* [How to complete this task]: Copy, from the entries below, each line in which the string "secondary" appears.

* [Dataset extract]:

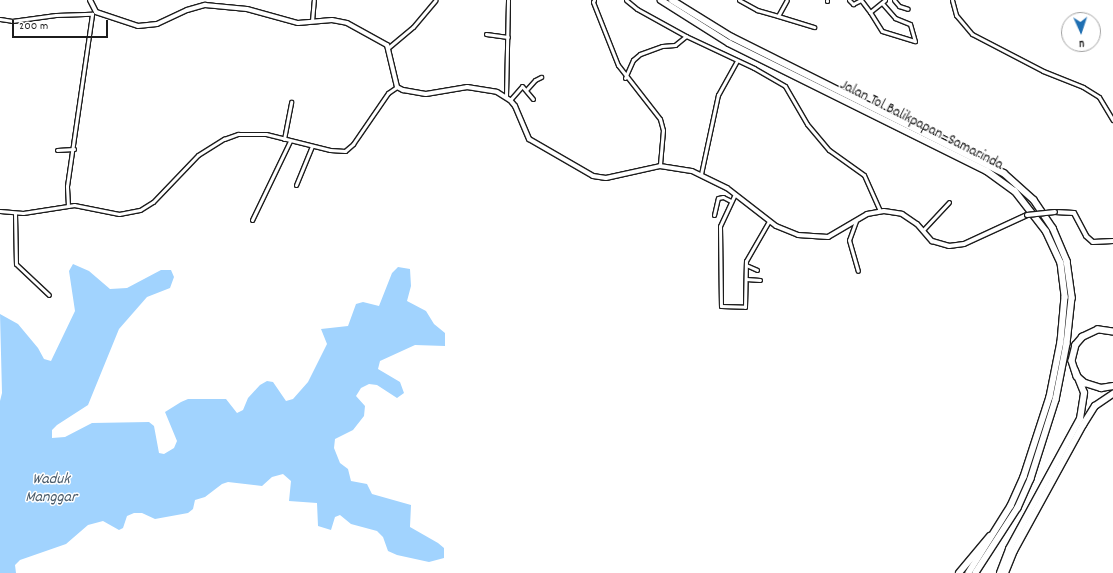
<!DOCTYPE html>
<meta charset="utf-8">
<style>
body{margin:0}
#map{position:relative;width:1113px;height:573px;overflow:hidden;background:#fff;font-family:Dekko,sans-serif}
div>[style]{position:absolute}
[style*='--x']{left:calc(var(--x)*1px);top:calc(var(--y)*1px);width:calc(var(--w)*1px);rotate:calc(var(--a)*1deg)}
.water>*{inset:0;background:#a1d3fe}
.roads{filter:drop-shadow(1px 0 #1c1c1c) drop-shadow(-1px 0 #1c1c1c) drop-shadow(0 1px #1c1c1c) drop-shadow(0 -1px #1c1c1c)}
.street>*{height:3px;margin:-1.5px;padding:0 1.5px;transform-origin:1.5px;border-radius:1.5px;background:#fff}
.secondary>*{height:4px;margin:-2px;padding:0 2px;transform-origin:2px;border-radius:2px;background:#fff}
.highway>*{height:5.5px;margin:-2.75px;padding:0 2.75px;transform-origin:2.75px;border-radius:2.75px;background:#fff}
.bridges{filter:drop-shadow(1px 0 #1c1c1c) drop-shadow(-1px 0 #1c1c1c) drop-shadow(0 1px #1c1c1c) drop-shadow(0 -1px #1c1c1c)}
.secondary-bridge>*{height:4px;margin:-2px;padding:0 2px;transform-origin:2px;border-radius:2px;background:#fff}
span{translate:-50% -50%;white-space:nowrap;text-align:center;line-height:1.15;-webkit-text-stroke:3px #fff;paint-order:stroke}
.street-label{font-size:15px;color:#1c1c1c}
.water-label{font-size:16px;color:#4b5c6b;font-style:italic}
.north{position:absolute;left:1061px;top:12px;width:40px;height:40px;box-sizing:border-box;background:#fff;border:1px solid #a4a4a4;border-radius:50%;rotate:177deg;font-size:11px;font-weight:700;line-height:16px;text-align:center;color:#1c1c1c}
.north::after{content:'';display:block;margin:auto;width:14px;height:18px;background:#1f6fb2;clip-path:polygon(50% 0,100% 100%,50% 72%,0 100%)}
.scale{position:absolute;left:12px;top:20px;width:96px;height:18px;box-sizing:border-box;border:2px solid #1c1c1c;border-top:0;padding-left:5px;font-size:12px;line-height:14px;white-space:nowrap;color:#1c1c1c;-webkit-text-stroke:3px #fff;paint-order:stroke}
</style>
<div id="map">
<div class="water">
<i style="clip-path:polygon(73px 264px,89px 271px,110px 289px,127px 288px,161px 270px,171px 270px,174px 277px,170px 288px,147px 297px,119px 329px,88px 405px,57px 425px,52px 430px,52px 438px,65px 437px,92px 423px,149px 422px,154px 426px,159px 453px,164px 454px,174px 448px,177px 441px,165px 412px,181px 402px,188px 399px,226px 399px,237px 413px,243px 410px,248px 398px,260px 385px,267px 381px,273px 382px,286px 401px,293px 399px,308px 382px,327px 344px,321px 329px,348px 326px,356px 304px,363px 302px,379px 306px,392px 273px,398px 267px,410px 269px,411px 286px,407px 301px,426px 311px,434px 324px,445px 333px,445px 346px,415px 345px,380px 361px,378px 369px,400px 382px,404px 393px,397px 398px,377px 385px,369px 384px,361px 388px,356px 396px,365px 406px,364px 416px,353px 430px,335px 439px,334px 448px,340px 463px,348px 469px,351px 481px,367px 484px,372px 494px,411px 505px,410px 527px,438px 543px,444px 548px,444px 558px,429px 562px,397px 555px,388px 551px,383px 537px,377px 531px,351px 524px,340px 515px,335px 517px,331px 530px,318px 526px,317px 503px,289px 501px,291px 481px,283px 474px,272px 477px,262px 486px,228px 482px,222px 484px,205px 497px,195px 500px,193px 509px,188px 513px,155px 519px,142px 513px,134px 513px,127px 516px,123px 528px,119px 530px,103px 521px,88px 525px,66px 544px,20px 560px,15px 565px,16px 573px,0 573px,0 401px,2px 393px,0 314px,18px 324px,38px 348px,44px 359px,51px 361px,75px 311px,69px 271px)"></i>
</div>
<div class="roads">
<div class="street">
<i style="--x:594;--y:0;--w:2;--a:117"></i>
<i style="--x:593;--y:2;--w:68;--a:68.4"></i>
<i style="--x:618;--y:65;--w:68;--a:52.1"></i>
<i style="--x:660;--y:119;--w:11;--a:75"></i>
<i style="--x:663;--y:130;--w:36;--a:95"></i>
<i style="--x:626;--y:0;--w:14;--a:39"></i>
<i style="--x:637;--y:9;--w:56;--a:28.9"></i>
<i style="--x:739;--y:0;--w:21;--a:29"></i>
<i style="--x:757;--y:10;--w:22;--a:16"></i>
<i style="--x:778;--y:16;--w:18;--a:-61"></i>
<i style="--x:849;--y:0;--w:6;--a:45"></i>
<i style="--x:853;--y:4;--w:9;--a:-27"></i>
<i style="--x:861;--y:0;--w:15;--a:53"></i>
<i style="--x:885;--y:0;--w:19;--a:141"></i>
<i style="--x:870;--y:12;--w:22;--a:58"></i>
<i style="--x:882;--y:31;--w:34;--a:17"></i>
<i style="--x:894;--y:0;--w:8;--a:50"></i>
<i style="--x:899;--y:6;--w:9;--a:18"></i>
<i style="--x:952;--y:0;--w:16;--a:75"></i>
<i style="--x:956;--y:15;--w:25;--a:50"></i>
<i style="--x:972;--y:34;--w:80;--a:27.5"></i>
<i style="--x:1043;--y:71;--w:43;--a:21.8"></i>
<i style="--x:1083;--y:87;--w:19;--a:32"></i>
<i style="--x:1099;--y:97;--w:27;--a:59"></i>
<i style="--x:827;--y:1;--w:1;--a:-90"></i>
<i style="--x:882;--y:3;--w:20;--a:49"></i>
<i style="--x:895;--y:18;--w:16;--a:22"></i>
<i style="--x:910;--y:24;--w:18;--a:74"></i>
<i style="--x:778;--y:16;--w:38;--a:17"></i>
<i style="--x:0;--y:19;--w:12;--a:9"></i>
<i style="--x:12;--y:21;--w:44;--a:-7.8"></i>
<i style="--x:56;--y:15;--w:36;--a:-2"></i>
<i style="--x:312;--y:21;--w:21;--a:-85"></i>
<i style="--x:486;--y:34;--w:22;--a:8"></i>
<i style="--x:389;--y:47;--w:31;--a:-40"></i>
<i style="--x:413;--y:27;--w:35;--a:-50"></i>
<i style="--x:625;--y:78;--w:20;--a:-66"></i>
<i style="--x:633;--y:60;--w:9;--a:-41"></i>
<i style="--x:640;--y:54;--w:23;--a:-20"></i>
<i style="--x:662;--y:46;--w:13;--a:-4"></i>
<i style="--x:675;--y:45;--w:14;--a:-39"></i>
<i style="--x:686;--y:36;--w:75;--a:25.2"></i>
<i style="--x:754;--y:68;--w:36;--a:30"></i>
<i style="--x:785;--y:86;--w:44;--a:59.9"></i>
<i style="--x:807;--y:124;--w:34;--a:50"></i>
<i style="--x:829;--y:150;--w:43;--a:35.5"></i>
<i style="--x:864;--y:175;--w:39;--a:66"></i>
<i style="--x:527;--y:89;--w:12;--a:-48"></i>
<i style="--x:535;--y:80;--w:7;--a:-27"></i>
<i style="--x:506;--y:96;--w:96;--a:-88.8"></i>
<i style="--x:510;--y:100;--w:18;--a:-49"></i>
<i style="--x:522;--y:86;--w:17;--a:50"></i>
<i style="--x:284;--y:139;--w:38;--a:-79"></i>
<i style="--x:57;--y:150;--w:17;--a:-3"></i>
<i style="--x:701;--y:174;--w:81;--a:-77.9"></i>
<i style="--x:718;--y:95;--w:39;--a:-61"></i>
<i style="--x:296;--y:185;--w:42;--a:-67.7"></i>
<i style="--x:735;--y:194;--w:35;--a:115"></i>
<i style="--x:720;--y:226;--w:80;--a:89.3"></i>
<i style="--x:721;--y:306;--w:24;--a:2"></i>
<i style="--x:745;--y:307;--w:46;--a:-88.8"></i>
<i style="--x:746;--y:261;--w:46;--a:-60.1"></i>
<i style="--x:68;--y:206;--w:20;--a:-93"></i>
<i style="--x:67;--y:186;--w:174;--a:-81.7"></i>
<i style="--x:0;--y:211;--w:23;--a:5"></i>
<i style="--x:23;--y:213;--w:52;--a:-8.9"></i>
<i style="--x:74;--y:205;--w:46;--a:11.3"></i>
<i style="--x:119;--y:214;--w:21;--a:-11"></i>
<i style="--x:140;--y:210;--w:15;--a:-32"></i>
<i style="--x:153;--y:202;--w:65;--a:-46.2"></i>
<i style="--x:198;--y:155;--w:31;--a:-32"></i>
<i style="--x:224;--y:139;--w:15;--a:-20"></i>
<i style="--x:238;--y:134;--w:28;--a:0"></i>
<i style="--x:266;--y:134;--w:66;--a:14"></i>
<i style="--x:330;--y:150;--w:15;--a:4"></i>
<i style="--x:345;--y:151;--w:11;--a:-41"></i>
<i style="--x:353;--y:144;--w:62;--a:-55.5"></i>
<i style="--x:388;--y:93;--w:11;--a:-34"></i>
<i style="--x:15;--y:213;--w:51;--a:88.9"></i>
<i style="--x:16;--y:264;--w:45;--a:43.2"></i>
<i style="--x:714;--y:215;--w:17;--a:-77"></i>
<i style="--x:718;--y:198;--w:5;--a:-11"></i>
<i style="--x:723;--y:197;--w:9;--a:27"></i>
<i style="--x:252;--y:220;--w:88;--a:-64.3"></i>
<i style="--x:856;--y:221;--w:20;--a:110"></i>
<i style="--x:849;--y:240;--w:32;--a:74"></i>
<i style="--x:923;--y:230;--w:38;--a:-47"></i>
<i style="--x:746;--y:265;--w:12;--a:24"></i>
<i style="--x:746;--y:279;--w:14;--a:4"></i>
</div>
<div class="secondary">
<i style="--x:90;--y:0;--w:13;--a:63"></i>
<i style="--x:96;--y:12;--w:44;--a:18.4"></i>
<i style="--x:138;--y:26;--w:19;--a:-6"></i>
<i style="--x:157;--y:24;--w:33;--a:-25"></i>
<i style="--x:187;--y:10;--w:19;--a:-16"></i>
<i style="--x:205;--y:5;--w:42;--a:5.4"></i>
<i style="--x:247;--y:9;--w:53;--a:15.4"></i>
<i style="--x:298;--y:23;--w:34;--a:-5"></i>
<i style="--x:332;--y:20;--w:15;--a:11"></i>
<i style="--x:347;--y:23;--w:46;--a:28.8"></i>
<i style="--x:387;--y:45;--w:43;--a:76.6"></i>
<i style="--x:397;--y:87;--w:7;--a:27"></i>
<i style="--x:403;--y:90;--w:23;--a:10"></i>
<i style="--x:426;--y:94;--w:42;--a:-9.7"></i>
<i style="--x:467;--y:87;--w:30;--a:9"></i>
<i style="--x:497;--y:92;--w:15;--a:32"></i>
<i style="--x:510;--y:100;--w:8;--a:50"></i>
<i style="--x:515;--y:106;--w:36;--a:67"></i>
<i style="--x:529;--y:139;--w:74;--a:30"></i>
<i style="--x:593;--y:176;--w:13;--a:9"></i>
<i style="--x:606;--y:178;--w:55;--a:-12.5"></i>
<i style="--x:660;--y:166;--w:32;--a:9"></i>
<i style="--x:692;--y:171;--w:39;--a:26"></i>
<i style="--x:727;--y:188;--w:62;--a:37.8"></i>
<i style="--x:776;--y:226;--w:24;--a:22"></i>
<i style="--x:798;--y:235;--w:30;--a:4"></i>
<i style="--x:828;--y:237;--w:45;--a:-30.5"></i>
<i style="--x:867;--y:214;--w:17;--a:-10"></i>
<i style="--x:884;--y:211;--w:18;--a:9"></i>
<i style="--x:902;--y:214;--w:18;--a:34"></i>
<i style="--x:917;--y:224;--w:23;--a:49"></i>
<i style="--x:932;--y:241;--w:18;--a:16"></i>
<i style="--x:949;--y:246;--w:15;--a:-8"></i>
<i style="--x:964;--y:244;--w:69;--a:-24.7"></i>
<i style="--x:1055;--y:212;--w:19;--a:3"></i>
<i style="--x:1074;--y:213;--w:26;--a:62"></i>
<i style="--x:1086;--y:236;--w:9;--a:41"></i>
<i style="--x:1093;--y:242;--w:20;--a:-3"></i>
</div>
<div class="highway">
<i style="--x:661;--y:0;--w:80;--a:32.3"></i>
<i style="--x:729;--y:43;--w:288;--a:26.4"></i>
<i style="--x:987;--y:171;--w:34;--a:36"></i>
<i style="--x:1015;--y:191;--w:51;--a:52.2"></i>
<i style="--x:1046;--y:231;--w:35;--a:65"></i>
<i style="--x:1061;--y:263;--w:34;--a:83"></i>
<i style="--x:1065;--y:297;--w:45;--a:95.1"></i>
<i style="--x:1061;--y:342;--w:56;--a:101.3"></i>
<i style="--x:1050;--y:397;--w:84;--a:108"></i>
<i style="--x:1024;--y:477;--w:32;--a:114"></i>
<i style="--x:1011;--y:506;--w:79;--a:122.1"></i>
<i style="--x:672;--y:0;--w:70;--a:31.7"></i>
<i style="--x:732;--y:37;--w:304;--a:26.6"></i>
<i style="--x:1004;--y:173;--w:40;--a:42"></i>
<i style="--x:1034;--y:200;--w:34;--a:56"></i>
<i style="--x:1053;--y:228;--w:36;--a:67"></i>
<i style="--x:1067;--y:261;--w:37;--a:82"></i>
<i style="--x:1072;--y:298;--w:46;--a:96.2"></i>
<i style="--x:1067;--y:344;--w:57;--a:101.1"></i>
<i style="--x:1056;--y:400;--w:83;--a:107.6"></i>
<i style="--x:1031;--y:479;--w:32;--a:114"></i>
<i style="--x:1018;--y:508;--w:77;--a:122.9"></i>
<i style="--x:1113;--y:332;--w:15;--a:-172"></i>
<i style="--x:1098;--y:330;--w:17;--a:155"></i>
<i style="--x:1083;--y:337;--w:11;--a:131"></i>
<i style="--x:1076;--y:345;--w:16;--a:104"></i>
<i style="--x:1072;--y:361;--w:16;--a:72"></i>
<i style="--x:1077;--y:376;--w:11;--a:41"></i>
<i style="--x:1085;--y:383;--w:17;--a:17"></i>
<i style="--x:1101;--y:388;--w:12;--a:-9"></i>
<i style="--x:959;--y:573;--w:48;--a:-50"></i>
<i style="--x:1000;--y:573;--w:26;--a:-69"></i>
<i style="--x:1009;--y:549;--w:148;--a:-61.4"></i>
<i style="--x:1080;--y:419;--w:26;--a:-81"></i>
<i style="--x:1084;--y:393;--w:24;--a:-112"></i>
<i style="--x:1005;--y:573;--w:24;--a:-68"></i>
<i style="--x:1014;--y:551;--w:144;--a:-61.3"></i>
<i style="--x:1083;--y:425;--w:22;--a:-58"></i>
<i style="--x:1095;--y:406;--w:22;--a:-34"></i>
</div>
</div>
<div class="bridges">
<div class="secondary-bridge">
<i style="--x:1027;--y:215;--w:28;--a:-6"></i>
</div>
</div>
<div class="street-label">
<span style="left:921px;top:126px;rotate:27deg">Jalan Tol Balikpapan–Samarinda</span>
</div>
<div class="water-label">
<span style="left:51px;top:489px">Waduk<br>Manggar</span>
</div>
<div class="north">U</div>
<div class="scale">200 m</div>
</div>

* [Answer to this task]:
.secondary>*{height:4px;margin:-2px;padding:0 2px;transform-origin:2px;border-radius:2px;background:#fff}
.secondary-bridge>*{height:4px;margin:-2px;padding:0 2px;transform-origin:2px;border-radius:2px;background:#fff}
<div class="secondary">
<div class="secondary-bridge">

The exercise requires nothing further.